● **TASK DIRECTIONS**
After finding the line containing "M 1076,344 L" below, please output that line and each following one through the line containing "1141,485 L 1220,471", exactly as written.

● **EXERCISE DATA**
>>>>>
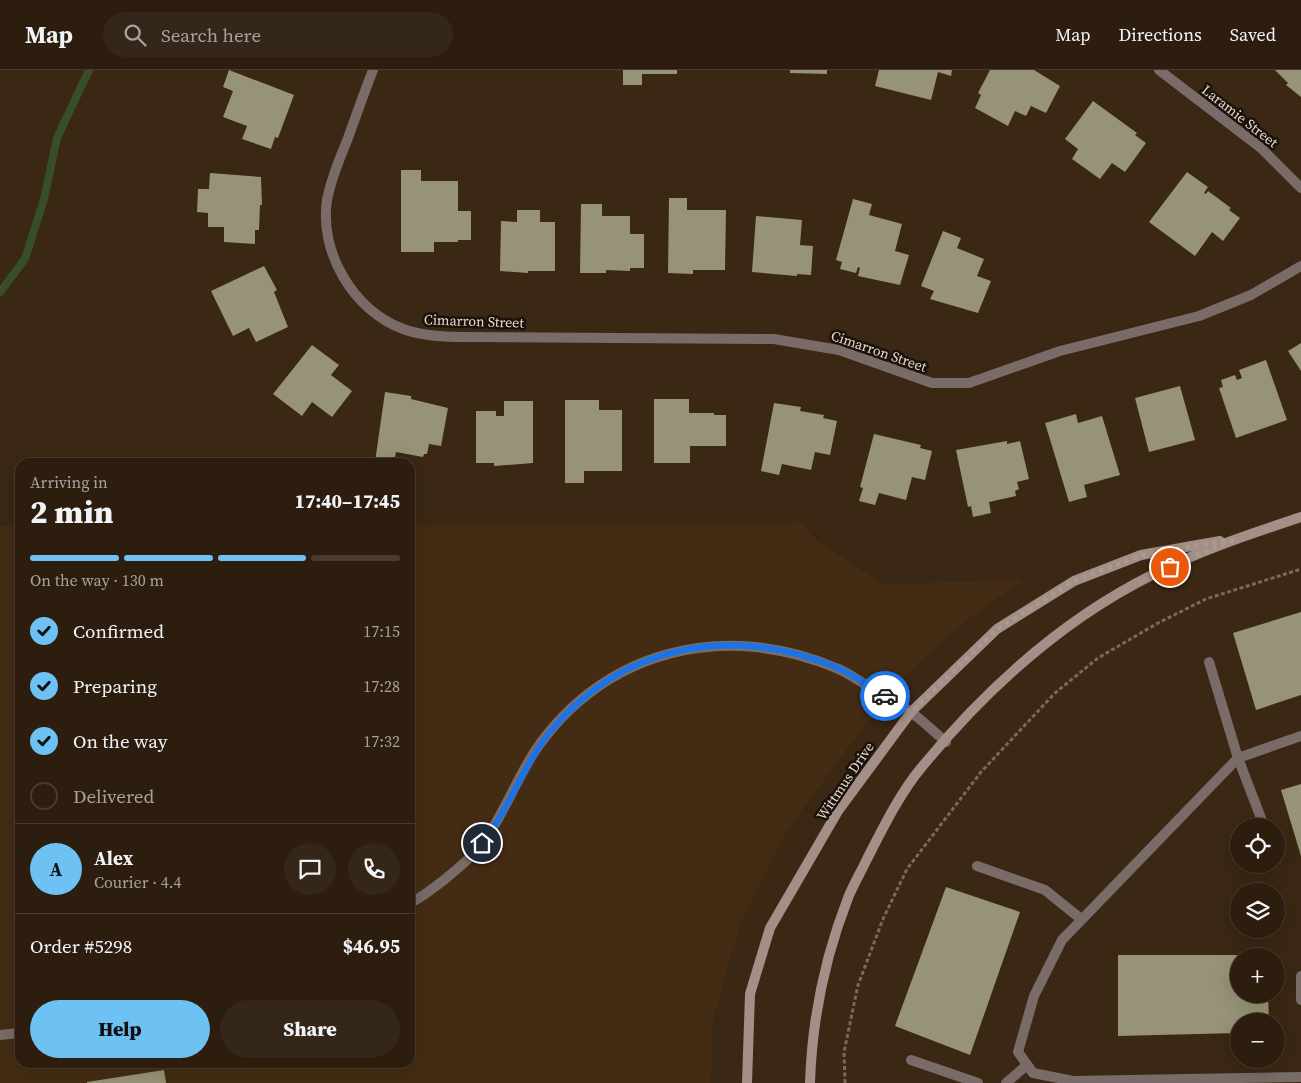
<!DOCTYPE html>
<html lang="en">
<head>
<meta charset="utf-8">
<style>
  body { margin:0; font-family:"Source Serif 4",serif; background:#342618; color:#f1f3f6; height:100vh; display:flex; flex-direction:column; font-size:19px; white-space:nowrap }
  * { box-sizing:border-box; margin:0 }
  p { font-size:16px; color:#a6a29e }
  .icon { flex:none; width:28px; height:28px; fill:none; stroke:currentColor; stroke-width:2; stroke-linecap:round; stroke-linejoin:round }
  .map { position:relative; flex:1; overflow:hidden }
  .panel { position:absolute; left:15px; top:388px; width:400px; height:610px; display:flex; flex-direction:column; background:#2c1d0f; border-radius:15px; box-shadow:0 5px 20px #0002,0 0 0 1px #483b2f }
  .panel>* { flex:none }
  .tools { position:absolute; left:1230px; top:748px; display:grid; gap:10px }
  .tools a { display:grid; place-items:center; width:55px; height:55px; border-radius:50%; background:#2c1d0f; box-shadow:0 5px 20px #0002,0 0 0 1px #483b2f; font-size:25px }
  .pin { position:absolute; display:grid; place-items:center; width:42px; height:42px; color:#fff; margin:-21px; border:2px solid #fff; border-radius:50%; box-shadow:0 1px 5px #0007 }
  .courier { position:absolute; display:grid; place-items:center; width:50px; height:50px; margin:-25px; border:4px solid #1a73e8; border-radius:50%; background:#fff; color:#222; box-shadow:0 1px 6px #0007 }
  .overview em { font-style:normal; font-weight:800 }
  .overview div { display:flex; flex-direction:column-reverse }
  .overview { display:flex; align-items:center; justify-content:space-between; height:85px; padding:0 15px }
  h1 { font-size:32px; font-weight:800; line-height:38px }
  .bar { display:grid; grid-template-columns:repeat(4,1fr); gap:8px 5px; align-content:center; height:60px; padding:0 15px }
  .bar i { height:6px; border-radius:4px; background:#483b2f }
  .bar .current { background:#6dc2f3 }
  .bar p { grid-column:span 4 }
  .line { display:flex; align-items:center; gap:12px; padding:0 15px; border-top:1px solid #483b2f }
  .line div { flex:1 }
  .round { display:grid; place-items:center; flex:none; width:52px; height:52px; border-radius:26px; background:#342618 }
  ol { padding:0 15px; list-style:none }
  li { display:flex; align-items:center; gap:15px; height:55px }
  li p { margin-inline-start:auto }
  li .icon { padding:5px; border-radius:50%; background:#6dc2f3; color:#111; stroke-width:4 }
  li:last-child { color:#a6a29e }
  li i { width:28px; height:28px; border:2px solid #483b2f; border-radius:50% }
  .action { display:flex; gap:10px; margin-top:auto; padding:10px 15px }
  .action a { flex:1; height:58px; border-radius:30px; background:#6dc2f3; color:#111; font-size:20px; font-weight:800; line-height:58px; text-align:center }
  .action a+a { background:#342618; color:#f1f3f6 }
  header { display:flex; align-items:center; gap:30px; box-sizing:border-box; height:70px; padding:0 25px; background:#2c1d0f; border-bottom:1px solid #483b2f }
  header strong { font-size:24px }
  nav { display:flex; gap:28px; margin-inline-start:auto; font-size:18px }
  .search { width:350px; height:45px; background:#342618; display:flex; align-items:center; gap:12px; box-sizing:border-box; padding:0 18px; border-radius:28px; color:#a6a29e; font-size:19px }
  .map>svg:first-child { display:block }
</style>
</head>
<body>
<header>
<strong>Map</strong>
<div class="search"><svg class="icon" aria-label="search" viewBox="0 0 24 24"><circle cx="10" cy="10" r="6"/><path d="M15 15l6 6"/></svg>Search here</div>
<nav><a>Map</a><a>Directions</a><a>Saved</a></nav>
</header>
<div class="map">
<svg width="1301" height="1013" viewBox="0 0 1301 1013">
  <rect width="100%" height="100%" fill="#3a2714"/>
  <path fill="#432c13" d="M 801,453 L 817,471 L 883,514 L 1023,510 L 963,553 L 906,605 L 843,684 L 785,764 L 740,854 L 713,949 L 711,1013 L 0,1013 L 0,456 L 20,456 L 20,992 L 410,992 L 410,455 Z"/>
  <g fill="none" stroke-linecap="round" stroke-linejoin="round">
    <path stroke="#374e28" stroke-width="8" d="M 0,222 L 25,189 L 44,129 L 57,68 L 89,0"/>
  </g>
  <path fill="#979376" d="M 229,0 L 294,25 L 278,68 L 275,67 L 271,79 L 242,69 L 247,56 L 223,47 L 233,21 L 223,17 Z
    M 623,0 L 677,0 L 677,4 L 642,4 L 642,15 L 623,15 Z
    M 790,0 L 827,0 L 827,4 L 790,3 Z
    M 879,0 L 952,0 L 951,6 L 938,2 L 931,30 L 875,16 Z
    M 990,0 L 1034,0 L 1060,16 L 1046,43 L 1031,36 L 1026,46 L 1015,41 L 1008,56 L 975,38 L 981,25 L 978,23 Z
    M 1275,0 L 1301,0 L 1301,27 L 1286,15 L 1288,13 Z
    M 1093,31 L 1137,63 L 1135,65 L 1146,73 L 1125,102 L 1112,93 L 1100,109 L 1072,89 L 1078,79 L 1065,69 Z
    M 401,100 L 421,100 L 421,111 L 458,111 L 458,141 L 471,141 L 471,170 L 458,170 L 458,172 L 434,172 L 434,182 L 401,182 Z
    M 1187,102 L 1208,117 L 1204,123 L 1206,124 L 1208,121 L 1231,138 L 1229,140 L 1240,148 L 1223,171 L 1212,162 L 1195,186 L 1149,152 Z
    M 210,103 L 261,107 L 262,135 L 260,135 L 259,160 L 255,160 L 255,174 L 224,172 L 224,157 L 208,157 L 208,143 L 197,142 L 198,119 L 209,119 Z
    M 669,128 L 687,128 L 687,140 L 726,140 L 725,200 L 693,200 L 693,204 L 668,203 Z
    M 853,129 L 872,134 L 869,145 L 902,154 L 895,181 L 909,185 L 900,215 L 858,206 L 860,198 L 858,197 L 856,203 L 840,199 L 842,192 L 836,190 Z
    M 581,134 L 602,134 L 602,146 L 630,146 L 630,164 L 644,164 L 644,198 L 630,198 L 630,201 L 606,200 L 606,203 L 580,203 Z
    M 517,140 L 540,140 L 540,152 L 555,152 L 555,201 L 528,201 L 528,203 L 500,201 L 501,151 L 517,152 Z
    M 756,146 L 802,150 L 800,175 L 813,176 L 811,205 L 797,204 L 797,206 L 752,202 Z
    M 943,161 L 961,168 L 957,178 L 984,189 L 977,206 L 991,211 L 978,243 L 930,229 L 934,221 L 921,216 Z
    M 264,196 L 277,220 L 274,222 L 288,257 L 256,272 L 249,258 L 233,266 L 211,221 Z
    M 1301,273 L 1301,301 L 1288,281 Z
    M 312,275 L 339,295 L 331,305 L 352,321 L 332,347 L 312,332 L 302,346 L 273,324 Z
    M 1266,290 L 1287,350 L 1236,368 L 1219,318 L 1223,317 L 1221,310 L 1235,305 L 1237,310 L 1242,308 L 1239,300 Z
    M 1180,316 L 1195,370 L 1149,382 L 1135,328 Z
    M 385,322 L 411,326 L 411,329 L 448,338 L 441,376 L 429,374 L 427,384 L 424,384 L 423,387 L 396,382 L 394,392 L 375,392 Z
    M 654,329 L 689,329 L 689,343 L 714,343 L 714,345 L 726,345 L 726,376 L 690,376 L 690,393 L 654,393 Z
    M 565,330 L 599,330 L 599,340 L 622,340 L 622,401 L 584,401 L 584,413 L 565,413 Z
    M 504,331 L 533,331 L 533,393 L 494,396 L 494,393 L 476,393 L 476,341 L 496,341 L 496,346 L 504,346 Z
    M 774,333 L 801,337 L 800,341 L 824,345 L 823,348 L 837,351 L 830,385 L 815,382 L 811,400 L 782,394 L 779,405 L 761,401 Z
    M 1076,344 L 1078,353 L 1102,346 L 1120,405 L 1084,415 L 1087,427 L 1069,432 L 1045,353 Z
    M 874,364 L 921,375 L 920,378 L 932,381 L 925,410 L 912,407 L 906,430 L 879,423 L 875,435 L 859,431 L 863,418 L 860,417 Z
    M 1007,371 L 1007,374 L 1020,371 L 1029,409 L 1017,412 L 1019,419 L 1015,421 L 1016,426 L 989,432 L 991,443 L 973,447 L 971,436 L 968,437 L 956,380 Z
    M 1301,542 L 1301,625 L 1256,640 L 1233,563 Z
    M 1301,714 L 1301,786 L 1281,720 Z
    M 946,817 L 1020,842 L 970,985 L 895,956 Z
    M 1118,885 L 1239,885 L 1239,924 L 1268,924 L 1269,951 L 1239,951 L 1239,963 L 1118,966 Z
    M 164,1000 L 166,1013 L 87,1013 L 87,1012 Z"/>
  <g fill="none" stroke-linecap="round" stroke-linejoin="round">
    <path stroke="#796958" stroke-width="3" stroke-dasharray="4 2.5" stroke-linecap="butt" d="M 845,1013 L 844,982 L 858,915 L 883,849 L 907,799 L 981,702 L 1055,623 L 1098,588 L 1158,553 L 1206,529 L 1301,499"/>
    <path stroke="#796b67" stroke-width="10" d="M 1209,592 L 1238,688 L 1264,756
      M 1276,787 L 1277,789
      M 977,796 L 1045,820 L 1081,849
      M 1301,906 L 1301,930
      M 911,990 L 978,1013
      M 1006,1013 L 1027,995"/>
    <path stroke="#796b67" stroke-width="10" d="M 373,0 C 364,23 356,46 348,68 C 340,88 331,108 327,130 C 319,182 353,240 403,259 C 422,266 443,267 463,267 L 774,269 L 839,280 L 932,313 L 969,313 L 1060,281 L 1199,246 L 1251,225 L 1301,196
      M 1159,0 L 1261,78 L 1301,118
      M 1301,666 L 1238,688 L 1062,870 L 1034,926 L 1018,982 L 1033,1003 L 1073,1011 L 1301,1007
      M 410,833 C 423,827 433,818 444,810 C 461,796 478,782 489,764 C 506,738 518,707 535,681 C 604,579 725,551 836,598 C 847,602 856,609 866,615 C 881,624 897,632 911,642 C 923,651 934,662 946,672
      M 0,965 L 20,963"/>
    <path stroke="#a48e88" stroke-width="10" d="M 747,1013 L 750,924 L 770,858 L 838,741 L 911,642 L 997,559 L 1074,511 L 1141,485 L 1220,471
      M 810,1013 C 812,950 825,887 848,828 C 853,815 861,802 867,789 C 882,760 900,723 921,698 C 985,620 1063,549 1154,504 C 1201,480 1251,464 1301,447"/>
  </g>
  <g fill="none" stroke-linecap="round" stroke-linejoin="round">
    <path stroke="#a99b8c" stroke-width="5" stroke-dasharray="0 9" d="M 885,626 L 911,642 L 997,559 L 1074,511 L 1142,485 L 1236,469 L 1170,497"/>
    <path stroke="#1a73e8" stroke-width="6" d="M 482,773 C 509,740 522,697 549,663 C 623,573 731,555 836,597 C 853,604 869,617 885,626"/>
  </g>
  <g text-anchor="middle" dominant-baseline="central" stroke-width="5" stroke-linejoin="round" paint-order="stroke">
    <g font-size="14" fill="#e5d9cd" stroke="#1a120a">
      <text transform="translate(1240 46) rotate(38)">Laramie Street</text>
      <text transform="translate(474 251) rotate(2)">Cimarron Street</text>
      <text transform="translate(879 281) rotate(19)">Cimarron Street</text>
      <text transform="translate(845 711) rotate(-56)">Wittmus Drive</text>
    </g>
  </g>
</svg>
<div class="tools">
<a><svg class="icon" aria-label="locate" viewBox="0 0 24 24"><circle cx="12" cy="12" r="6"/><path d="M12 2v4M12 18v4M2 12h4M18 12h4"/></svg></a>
<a><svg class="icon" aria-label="layers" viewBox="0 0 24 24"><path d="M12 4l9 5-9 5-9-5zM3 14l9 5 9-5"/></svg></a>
<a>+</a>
<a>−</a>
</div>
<div class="pin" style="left:1170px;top:497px;background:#ea580c"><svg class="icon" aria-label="bag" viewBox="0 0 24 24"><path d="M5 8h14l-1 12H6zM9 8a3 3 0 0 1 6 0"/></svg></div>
<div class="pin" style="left:482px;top:773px;background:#1f2937"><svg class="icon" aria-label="home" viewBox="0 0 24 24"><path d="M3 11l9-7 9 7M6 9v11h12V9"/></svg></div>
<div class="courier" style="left:885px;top:626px"><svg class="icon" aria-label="car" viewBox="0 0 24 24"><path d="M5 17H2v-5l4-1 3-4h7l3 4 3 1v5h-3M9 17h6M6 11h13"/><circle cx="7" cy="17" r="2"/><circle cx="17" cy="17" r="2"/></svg></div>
<section class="panel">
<div class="overview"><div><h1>2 min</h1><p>Arriving in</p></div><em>17:40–17:45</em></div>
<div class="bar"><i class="current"></i><i class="current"></i><i class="current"></i><i></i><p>On the way · 130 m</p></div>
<ol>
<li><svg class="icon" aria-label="check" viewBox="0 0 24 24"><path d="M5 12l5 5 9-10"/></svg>Confirmed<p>17:15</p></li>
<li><svg class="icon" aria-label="check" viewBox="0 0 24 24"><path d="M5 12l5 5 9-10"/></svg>Preparing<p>17:28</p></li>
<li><svg class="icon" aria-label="check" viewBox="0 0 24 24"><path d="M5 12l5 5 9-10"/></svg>On the way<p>17:32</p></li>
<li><i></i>Delivered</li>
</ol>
<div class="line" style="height:90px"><b class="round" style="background:#6dc2f3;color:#111">A</b><div><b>Alex</b><p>Courier · 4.4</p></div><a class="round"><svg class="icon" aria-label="chat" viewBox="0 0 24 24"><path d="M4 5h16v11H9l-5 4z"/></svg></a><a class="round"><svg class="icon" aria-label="phone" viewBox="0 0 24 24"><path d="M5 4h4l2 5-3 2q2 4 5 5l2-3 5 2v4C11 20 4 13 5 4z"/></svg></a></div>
<div class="line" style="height:65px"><div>Order #5298</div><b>$46.95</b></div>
<div class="action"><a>Help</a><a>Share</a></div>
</section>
</div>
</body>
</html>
<<<<<
● **FINISHED EXERCISE**
    M 1076,344 L 1078,353 L 1102,346 L 1120,405 L 1084,415 L 1087,427 L 1069,432 L 1045,353 Z
    M 874,364 L 921,375 L 920,378 L 932,381 L 925,410 L 912,407 L 906,430 L 879,423 L 875,435 L 859,431 L 863,418 L 860,417 Z
    M 1007,371 L 1007,374 L 1020,371 L 1029,409 L 1017,412 L 1019,419 L 1015,421 L 1016,426 L 989,432 L 991,443 L 973,447 L 971,436 L 968,437 L 956,380 Z
    M 1301,542 L 1301,625 L 1256,640 L 1233,563 Z
    M 1301,714 L 1301,786 L 1281,720 Z
    M 946,817 L 1020,842 L 970,985 L 895,956 Z
    M 1118,885 L 1239,885 L 1239,924 L 1268,924 L 1269,951 L 1239,951 L 1239,963 L 1118,966 Z
    M 164,1000 L 166,1013 L 87,1013 L 87,1012 Z"/>
  <g fill="none" stroke-linecap="round" stroke-linejoin="round">
    <path stroke="#796958" stroke-width="3" stroke-dasharray="4 2.5" stroke-linecap="butt" d="M 845,1013 L 844,982 L 858,915 L 883,849 L 907,799 L 981,702 L 1055,623 L 1098,588 L 1158,553 L 1206,529 L 1301,499"/>
    <path stroke="#796b67" stroke-width="10" d="M 1209,592 L 1238,688 L 1264,756
      M 1276,787 L 1277,789
      M 977,796 L 1045,820 L 1081,849
      M 1301,906 L 1301,930
      M 911,990 L 978,1013
      M 1006,1013 L 1027,995"/>
    <path stroke="#796b67" stroke-width="10" d="M 373,0 C 364,23 356,46 348,68 C 340,88 331,108 327,130 C 319,182 353,240 403,259 C 422,266 443,267 463,267 L 774,269 L 839,280 L 932,313 L 969,313 L 1060,281 L 1199,246 L 1251,225 L 1301,196
      M 1159,0 L 1261,78 L 1301,118
      M 1301,666 L 1238,688 L 1062,870 L 1034,926 L 1018,982 L 1033,1003 L 1073,1011 L 1301,1007
      M 410,833 C 423,827 433,818 444,810 C 461,796 478,782 489,764 C 506,738 518,707 535,681 C 604,579 725,551 836,598 C 847,602 856,609 866,615 C 881,624 897,632 911,642 C 923,651 934,662 946,672
      M 0,965 L 20,963"/>
    <path stroke="#a48e88" stroke-width="10" d="M 747,1013 L 750,924 L 770,858 L 838,741 L 911,642 L 997,559 L 1074,511 L 1141,485 L 1220,471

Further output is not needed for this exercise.